While simple snoring is unlikely to be more than a domestic problem, albeit a pesky one, the presence of certain additional symptoms suggest that a patient's snoring is a clue to the presence of obstructive sleep apnea syndrome.

Besides the embarrassing moments of loud snoring and daytime hypersomnia, sleep apnea also has social and clinical implications, including job inefficiency, increased risk of motor vehicle accidents, and, in severe cases, nocturnal cardiac arrhythmias and cardiorespiratory failure.
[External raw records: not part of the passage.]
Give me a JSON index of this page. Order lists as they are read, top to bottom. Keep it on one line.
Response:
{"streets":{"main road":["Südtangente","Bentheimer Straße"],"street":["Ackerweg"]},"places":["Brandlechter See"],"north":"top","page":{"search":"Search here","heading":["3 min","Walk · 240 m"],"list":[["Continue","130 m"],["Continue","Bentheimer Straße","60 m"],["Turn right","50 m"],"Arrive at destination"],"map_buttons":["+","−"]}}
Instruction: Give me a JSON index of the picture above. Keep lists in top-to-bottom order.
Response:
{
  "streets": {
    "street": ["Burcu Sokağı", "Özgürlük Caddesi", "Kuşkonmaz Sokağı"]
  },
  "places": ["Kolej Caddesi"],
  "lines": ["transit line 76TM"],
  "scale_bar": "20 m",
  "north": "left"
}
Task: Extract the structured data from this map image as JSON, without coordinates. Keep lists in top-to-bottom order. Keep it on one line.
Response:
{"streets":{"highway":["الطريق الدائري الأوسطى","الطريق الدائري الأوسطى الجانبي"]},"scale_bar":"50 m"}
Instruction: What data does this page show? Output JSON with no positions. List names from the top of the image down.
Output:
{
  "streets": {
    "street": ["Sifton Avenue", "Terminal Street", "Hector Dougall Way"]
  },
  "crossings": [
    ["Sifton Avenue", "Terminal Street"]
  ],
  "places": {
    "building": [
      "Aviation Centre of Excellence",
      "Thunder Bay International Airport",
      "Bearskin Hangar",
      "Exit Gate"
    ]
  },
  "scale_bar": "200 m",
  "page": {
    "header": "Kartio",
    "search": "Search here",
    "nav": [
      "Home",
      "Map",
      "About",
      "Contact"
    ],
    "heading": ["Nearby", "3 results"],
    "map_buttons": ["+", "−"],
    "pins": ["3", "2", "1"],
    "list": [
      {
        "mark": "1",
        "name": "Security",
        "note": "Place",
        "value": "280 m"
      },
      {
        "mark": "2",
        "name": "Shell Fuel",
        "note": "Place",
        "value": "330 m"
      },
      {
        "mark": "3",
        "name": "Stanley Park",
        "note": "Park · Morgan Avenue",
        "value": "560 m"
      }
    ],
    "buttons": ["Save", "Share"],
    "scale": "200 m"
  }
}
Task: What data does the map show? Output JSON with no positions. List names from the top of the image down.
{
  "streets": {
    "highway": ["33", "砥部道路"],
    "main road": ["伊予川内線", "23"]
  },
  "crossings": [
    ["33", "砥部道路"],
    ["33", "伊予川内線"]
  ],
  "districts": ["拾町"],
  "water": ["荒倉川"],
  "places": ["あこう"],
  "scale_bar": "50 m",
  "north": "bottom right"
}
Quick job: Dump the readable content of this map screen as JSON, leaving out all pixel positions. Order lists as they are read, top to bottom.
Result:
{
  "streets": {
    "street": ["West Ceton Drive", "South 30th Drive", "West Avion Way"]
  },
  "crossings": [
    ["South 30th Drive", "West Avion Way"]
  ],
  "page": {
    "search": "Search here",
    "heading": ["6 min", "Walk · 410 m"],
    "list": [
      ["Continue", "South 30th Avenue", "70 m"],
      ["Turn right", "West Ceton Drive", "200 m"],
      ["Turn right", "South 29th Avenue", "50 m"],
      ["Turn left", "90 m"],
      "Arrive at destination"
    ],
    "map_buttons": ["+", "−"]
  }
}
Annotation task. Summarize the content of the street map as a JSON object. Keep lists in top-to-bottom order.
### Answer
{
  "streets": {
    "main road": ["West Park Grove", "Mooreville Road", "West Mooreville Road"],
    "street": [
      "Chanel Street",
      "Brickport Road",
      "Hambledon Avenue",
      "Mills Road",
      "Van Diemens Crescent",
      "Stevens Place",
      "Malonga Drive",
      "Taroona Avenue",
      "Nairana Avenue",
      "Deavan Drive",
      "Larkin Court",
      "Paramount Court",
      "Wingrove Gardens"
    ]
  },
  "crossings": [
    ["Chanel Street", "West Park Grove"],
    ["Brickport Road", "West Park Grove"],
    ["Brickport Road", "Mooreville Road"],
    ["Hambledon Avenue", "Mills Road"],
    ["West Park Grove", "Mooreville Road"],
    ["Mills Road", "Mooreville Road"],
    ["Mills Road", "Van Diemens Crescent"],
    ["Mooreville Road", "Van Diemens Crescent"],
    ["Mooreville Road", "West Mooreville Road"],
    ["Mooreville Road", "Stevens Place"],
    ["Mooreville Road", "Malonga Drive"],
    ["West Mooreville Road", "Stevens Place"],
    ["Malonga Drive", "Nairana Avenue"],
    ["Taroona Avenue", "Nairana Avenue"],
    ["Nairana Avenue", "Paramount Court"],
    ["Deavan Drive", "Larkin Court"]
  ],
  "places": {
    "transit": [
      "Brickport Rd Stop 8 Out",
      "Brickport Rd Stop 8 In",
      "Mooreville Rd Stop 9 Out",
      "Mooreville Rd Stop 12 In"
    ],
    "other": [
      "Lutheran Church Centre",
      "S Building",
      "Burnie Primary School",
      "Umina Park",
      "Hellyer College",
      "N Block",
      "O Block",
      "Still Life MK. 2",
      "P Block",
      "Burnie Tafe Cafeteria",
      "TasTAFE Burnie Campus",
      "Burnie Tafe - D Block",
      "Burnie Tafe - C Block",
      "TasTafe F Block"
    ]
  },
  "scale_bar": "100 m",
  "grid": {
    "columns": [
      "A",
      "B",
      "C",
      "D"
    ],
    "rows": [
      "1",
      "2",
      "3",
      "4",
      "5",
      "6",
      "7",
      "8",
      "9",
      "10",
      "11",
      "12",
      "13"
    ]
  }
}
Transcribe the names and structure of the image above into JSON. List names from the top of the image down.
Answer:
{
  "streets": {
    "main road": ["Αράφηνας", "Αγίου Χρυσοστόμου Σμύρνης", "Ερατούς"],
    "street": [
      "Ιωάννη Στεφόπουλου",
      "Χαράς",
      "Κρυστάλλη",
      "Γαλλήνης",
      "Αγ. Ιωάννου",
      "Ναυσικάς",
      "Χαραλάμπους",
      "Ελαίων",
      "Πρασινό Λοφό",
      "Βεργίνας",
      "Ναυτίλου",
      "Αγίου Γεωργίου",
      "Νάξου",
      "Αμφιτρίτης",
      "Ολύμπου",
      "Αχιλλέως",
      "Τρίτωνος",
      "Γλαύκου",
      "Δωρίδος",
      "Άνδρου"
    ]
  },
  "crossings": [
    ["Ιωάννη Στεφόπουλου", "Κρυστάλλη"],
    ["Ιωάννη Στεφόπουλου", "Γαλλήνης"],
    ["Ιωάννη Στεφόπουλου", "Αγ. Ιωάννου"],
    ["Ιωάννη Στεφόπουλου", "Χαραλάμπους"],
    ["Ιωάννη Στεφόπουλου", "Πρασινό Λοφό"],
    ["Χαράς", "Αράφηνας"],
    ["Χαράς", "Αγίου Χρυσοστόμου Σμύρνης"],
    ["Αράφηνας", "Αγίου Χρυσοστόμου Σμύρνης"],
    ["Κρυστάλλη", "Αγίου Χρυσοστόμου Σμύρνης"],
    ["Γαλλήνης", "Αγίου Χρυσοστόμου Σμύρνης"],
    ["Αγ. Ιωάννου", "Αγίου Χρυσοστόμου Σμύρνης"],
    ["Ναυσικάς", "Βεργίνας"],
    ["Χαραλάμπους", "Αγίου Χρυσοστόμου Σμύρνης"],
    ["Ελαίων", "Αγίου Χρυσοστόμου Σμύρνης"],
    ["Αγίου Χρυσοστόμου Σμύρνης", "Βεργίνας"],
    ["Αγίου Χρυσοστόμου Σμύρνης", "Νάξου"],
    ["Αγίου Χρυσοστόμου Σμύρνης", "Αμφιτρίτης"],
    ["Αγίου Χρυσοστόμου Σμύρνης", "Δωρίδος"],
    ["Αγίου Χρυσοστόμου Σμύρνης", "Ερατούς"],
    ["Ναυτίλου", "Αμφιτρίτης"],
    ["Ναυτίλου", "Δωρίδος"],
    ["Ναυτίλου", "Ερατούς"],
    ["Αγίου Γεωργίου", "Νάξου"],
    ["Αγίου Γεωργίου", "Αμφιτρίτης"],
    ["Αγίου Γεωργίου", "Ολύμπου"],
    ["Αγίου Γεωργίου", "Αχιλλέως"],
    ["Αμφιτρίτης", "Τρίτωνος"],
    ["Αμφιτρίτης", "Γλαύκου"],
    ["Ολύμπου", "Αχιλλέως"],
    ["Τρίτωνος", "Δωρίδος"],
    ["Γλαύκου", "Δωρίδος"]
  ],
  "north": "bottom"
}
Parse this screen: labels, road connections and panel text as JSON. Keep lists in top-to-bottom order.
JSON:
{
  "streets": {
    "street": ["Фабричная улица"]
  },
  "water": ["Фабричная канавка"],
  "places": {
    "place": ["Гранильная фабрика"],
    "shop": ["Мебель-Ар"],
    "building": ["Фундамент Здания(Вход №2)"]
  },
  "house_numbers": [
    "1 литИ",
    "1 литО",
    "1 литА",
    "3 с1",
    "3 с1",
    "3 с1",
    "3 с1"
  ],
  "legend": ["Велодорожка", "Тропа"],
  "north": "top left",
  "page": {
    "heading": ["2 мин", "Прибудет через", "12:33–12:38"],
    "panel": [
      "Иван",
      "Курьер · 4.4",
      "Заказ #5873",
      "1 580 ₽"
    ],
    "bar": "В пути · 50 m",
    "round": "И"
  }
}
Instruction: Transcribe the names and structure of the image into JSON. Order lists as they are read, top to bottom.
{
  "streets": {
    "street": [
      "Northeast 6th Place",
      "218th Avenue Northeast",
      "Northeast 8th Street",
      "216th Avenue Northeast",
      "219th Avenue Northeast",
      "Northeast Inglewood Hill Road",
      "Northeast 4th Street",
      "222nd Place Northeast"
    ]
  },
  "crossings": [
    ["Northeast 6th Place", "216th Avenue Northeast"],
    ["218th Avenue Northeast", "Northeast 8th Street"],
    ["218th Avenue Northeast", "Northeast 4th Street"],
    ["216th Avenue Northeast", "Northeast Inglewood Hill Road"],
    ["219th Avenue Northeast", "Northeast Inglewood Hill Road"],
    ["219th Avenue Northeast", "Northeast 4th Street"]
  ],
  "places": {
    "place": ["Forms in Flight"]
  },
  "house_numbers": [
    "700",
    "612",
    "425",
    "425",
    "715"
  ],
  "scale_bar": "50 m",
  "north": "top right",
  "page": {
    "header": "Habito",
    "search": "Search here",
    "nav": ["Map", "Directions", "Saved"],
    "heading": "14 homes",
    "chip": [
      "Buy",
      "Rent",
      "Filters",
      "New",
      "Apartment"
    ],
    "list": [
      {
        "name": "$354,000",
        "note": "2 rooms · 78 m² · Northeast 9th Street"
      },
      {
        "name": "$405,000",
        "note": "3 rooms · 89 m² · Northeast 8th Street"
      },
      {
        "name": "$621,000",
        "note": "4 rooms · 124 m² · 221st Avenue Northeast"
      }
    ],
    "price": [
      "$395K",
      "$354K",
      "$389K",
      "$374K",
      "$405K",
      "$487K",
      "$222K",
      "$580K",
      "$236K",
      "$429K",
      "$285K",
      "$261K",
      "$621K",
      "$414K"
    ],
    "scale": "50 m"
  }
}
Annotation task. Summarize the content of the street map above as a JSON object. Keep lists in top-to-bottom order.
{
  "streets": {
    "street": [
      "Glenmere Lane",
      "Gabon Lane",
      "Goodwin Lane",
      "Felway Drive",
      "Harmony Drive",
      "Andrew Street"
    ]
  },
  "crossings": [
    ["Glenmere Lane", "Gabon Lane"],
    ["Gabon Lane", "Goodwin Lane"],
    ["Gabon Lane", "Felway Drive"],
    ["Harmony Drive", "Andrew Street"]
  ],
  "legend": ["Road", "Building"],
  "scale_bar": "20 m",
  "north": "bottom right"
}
Signs and symptoms of sleep apnea syndrome include snoring, headache, excessive sleepiness during the day, falling asleep at inappropriate times in inappropriate places, fragmented sleep patterns, frequent nocturnal awakening, and hypertension. The syndrome may, however, be marked by only a few of these symptoms: The person may be observed sleeping in a chair or while at the dinner table, for instance.

Sleep apnea most commonly affects obese men who are 30-60 years old, but may also affect women and children. Risk factors for sleep apnea include obesity, maxillofacial abnormalities, enlarged tonsils, male gender, cigarette smoking, and certain endocrinologic problems such as acromegaly.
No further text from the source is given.